- MATERIAL FOR THIS TASK
*** Begin section ***
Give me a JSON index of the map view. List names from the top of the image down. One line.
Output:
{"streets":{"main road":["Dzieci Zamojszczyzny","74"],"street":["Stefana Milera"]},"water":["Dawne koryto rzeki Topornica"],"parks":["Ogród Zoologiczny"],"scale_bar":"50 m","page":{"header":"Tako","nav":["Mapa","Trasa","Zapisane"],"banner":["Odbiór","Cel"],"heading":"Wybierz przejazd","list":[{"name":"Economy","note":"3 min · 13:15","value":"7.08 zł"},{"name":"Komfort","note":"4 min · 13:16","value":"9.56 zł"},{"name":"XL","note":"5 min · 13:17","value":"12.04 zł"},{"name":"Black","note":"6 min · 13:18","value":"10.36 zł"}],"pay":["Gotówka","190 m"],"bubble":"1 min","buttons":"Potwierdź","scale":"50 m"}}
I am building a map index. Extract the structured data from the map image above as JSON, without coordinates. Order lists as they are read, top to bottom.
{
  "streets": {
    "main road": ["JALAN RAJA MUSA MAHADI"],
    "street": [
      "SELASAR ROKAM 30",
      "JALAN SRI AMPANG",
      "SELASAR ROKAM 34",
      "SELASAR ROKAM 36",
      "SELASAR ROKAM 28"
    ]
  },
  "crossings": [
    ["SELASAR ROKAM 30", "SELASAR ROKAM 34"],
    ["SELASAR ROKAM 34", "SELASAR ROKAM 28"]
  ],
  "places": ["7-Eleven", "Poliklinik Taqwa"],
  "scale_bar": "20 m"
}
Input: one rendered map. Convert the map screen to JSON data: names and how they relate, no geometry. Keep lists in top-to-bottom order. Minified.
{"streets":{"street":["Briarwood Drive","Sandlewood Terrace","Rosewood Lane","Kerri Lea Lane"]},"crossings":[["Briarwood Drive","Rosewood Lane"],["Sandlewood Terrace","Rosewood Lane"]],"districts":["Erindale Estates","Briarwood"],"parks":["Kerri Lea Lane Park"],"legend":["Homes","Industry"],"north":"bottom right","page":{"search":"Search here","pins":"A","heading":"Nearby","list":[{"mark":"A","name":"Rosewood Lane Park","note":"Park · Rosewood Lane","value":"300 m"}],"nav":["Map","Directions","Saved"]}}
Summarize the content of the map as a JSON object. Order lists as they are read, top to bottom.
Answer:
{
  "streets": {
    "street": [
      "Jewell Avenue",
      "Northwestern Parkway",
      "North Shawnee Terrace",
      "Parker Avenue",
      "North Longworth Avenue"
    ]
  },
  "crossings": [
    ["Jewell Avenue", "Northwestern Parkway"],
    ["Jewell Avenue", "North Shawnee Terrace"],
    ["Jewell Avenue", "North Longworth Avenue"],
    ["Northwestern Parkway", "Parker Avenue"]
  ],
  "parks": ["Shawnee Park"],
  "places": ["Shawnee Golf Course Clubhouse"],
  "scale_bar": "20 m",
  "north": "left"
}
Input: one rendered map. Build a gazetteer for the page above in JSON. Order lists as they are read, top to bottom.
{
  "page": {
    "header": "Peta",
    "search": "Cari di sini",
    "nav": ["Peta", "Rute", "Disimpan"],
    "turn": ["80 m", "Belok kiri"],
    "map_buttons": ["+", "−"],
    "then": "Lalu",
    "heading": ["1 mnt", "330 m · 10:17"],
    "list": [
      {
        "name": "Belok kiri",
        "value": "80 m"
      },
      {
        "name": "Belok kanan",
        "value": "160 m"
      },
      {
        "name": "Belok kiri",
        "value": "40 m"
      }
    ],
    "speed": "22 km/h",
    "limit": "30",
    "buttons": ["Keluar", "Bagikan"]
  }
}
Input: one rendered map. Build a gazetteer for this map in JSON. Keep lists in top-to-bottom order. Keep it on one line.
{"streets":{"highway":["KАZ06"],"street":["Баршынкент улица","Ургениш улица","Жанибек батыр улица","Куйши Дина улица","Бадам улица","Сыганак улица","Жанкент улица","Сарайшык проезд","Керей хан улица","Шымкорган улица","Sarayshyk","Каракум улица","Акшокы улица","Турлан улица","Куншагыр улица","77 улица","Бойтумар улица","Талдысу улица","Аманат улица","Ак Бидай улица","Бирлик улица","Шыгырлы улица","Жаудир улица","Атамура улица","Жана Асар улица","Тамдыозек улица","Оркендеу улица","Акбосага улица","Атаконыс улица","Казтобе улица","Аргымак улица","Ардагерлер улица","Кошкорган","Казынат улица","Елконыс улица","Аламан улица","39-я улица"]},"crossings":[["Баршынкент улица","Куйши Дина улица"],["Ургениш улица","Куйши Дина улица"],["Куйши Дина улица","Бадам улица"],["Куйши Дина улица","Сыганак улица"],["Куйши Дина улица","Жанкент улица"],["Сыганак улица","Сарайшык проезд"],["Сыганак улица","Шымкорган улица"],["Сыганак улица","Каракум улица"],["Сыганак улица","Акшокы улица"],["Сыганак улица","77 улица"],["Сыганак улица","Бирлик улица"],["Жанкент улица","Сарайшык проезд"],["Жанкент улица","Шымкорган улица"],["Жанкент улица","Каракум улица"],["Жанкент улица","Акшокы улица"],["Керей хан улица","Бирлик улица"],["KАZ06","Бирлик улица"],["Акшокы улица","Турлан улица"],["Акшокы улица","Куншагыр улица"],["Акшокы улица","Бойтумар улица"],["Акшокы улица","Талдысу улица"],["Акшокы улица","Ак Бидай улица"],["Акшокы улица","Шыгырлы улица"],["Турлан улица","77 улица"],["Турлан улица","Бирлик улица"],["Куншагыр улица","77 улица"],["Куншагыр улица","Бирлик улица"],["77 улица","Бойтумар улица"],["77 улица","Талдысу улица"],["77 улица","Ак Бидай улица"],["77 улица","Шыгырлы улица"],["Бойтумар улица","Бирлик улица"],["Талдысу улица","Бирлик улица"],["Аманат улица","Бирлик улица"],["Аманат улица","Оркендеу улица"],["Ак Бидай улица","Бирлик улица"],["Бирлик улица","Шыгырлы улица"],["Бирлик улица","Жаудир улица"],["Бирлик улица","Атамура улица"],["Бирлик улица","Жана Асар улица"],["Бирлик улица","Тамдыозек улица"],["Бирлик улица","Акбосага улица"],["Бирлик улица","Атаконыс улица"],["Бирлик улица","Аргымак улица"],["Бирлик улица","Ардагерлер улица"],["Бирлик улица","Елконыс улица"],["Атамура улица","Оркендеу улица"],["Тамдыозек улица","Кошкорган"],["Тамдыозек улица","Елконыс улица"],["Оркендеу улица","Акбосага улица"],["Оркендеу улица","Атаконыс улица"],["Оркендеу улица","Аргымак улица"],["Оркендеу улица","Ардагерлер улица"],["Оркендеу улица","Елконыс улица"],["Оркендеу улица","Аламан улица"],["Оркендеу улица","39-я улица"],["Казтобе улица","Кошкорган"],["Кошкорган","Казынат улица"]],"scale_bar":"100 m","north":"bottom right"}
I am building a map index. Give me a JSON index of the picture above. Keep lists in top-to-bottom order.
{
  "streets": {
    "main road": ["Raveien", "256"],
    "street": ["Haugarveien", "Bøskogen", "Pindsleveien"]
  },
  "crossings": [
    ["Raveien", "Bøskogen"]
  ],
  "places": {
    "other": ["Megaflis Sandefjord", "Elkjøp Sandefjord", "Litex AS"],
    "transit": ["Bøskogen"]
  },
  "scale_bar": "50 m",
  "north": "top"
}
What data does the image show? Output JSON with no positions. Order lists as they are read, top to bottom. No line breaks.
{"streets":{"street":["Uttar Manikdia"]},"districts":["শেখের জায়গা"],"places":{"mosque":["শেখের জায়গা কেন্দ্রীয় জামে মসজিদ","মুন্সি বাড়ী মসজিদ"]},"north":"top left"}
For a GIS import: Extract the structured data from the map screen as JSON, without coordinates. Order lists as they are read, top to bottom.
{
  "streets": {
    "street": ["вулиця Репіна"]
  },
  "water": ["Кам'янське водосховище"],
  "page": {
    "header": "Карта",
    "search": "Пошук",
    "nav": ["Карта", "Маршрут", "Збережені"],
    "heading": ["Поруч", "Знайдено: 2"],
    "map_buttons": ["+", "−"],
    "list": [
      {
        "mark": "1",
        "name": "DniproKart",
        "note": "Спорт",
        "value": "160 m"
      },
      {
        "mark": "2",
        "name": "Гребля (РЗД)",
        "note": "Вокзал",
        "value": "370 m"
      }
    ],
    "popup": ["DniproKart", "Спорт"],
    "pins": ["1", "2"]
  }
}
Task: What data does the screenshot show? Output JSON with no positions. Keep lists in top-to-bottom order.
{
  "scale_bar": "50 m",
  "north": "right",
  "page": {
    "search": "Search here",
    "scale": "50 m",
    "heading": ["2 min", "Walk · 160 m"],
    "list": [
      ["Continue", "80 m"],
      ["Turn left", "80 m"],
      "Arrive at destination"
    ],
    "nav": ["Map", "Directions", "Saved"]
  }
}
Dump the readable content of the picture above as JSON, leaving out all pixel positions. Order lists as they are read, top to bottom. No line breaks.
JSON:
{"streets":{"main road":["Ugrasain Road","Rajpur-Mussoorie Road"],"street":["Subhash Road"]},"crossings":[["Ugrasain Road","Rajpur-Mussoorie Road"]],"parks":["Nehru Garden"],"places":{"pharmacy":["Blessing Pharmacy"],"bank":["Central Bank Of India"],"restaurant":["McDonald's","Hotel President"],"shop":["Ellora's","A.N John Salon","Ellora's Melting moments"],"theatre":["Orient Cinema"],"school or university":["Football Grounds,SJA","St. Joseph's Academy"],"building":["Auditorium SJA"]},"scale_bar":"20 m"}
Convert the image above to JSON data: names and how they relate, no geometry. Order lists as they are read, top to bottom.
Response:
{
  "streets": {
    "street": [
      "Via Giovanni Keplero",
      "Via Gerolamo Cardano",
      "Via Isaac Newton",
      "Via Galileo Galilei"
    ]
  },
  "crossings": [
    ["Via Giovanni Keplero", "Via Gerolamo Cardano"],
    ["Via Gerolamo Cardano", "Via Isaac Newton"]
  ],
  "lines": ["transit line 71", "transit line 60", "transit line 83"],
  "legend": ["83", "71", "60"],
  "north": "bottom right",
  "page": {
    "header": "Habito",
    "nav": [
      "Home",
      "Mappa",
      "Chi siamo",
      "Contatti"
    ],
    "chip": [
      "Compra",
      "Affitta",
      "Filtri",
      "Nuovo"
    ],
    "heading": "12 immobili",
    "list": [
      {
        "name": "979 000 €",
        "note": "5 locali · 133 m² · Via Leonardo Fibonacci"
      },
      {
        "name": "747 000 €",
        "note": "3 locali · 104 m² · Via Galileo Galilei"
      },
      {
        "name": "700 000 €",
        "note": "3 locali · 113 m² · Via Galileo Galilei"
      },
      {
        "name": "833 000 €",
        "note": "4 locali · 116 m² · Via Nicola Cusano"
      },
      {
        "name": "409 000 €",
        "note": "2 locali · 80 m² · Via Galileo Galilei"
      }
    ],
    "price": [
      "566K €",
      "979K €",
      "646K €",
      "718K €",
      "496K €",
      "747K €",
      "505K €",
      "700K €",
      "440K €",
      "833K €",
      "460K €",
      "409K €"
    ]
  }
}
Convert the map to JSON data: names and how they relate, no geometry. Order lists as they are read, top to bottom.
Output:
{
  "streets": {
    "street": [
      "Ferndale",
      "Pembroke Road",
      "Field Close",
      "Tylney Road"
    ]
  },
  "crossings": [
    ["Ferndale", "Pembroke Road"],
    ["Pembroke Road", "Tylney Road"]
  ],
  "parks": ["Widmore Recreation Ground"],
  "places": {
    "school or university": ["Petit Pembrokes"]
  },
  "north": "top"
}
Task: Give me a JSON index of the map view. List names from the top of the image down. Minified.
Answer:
*** End section ***
- REQUIREMENT
The line above containing "For a GIS import: Extract", the line containing "Dump the readable", and every line between them are to be transcribed exactly; no other line is wanted.

- YOUR SOLUTION
For a GIS import: Extract the structured data from the map screen as JSON, without coordinates. Order lists as they are read, top to bottom.
{
  "streets": {
    "street": ["вулиця Репіна"]
  },
  "water": ["Кам'янське водосховище"],
  "page": {
    "header": "Карта",
    "search": "Пошук",
    "nav": ["Карта", "Маршрут", "Збережені"],
    "heading": ["Поруч", "Знайдено: 2"],
    "map_buttons": ["+", "−"],
    "list": [
      {
        "mark": "1",
        "name": "DniproKart",
        "note": "Спорт",
        "value": "160 m"
      },
      {
        "mark": "2",
        "name": "Гребля (РЗД)",
        "note": "Вокзал",
        "value": "370 m"
      }
    ],
    "popup": ["DniproKart", "Спорт"],
    "pins": ["1", "2"]
  }
}
Task: What data does the screenshot show? Output JSON with no positions. Keep lists in top-to-bottom order.
{
  "scale_bar": "50 m",
  "north": "right",
  "page": {
    "search": "Search here",
    "scale": "50 m",
    "heading": ["2 min", "Walk · 160 m"],
    "list": [
      ["Continue", "80 m"],
      ["Turn left", "80 m"],
      "Arrive at destination"
    ],
    "nav": ["Map", "Directions", "Saved"]
  }
}
Dump the readable content of the picture above as JSON, leaving out all pixel positions. Order lists as they are read, top to bottom. No line breaks.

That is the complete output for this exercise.